Hunt for the word "canvas" across the entries below, copying each line that holds it.

== Segment start ==

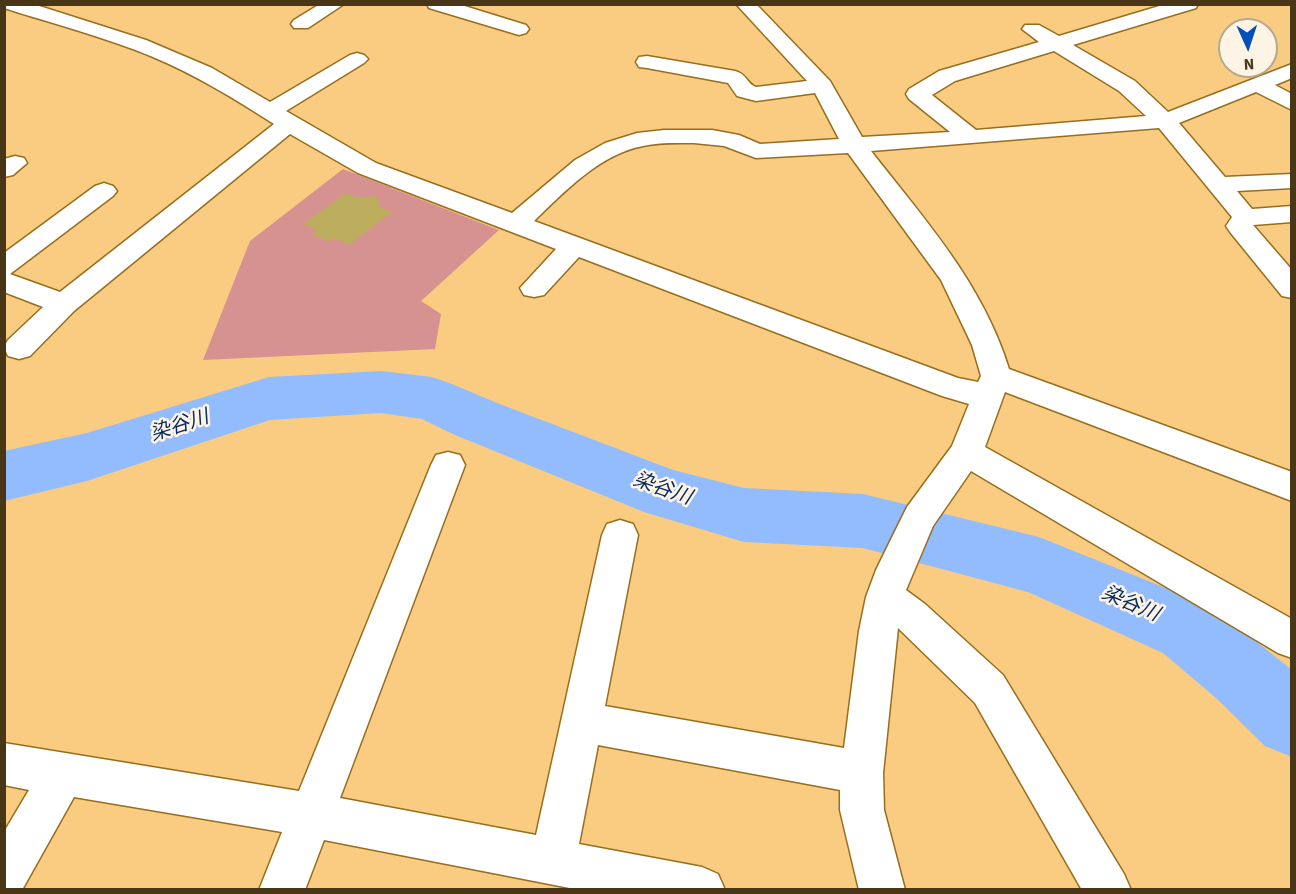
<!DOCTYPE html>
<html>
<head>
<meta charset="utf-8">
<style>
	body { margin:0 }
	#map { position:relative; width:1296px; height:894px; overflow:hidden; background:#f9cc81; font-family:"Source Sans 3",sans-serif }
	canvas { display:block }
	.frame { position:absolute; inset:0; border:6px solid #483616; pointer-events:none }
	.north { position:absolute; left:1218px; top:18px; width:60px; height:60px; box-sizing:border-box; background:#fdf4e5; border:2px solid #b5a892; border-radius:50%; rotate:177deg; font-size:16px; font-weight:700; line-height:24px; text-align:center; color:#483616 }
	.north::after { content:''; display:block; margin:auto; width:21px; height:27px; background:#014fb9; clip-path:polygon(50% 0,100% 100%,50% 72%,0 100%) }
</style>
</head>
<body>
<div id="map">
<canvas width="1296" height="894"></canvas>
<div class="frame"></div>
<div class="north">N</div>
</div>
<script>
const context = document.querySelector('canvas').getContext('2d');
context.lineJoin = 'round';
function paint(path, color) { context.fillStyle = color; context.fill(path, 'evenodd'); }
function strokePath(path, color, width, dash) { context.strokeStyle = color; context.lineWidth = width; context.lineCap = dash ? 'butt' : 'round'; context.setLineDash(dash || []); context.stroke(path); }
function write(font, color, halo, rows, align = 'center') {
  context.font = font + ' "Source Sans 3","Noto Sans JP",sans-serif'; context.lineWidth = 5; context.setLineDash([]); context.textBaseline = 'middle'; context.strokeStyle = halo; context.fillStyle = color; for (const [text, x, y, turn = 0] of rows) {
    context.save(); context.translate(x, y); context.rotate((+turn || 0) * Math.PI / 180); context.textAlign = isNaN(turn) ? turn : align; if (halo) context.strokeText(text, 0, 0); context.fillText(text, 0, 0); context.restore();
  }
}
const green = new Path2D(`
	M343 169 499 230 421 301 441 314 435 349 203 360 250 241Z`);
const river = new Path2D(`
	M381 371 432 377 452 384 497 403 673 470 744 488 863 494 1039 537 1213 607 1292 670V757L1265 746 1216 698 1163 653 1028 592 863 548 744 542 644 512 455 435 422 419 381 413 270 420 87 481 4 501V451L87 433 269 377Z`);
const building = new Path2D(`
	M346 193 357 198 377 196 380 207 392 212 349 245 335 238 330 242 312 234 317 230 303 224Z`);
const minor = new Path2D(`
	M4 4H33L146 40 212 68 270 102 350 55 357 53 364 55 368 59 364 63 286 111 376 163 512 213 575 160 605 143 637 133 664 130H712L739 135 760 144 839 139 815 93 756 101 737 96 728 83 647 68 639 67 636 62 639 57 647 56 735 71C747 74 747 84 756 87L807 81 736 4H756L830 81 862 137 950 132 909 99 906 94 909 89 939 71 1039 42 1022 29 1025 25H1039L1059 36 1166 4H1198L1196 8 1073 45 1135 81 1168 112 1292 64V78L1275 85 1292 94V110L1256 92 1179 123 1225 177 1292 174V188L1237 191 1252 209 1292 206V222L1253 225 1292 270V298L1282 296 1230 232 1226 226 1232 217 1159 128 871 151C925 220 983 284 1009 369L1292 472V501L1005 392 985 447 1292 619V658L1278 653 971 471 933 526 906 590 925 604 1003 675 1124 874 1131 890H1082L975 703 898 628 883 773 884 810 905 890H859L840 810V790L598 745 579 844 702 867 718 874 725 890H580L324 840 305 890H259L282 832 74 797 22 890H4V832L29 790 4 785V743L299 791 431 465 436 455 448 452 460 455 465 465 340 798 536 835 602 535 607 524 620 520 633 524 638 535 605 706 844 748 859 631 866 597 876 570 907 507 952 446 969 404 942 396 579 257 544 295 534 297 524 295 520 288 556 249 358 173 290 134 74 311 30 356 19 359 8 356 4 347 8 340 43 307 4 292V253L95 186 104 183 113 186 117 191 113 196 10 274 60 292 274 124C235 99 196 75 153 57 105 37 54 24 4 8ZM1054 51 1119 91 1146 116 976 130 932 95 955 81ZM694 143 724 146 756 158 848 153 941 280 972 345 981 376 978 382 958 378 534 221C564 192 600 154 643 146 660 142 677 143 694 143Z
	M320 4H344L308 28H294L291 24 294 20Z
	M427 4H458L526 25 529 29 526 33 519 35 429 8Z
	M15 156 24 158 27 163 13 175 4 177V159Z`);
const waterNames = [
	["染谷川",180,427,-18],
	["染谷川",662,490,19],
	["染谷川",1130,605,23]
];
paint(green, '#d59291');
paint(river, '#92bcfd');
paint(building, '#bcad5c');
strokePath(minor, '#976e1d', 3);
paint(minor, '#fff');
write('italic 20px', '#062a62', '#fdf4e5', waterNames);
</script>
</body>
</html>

== Segment end ==

Task output –
	canvas { display:block }
<canvas width="1296" height="894"></canvas>
const context = document.querySelector('canvas').getContext('2d');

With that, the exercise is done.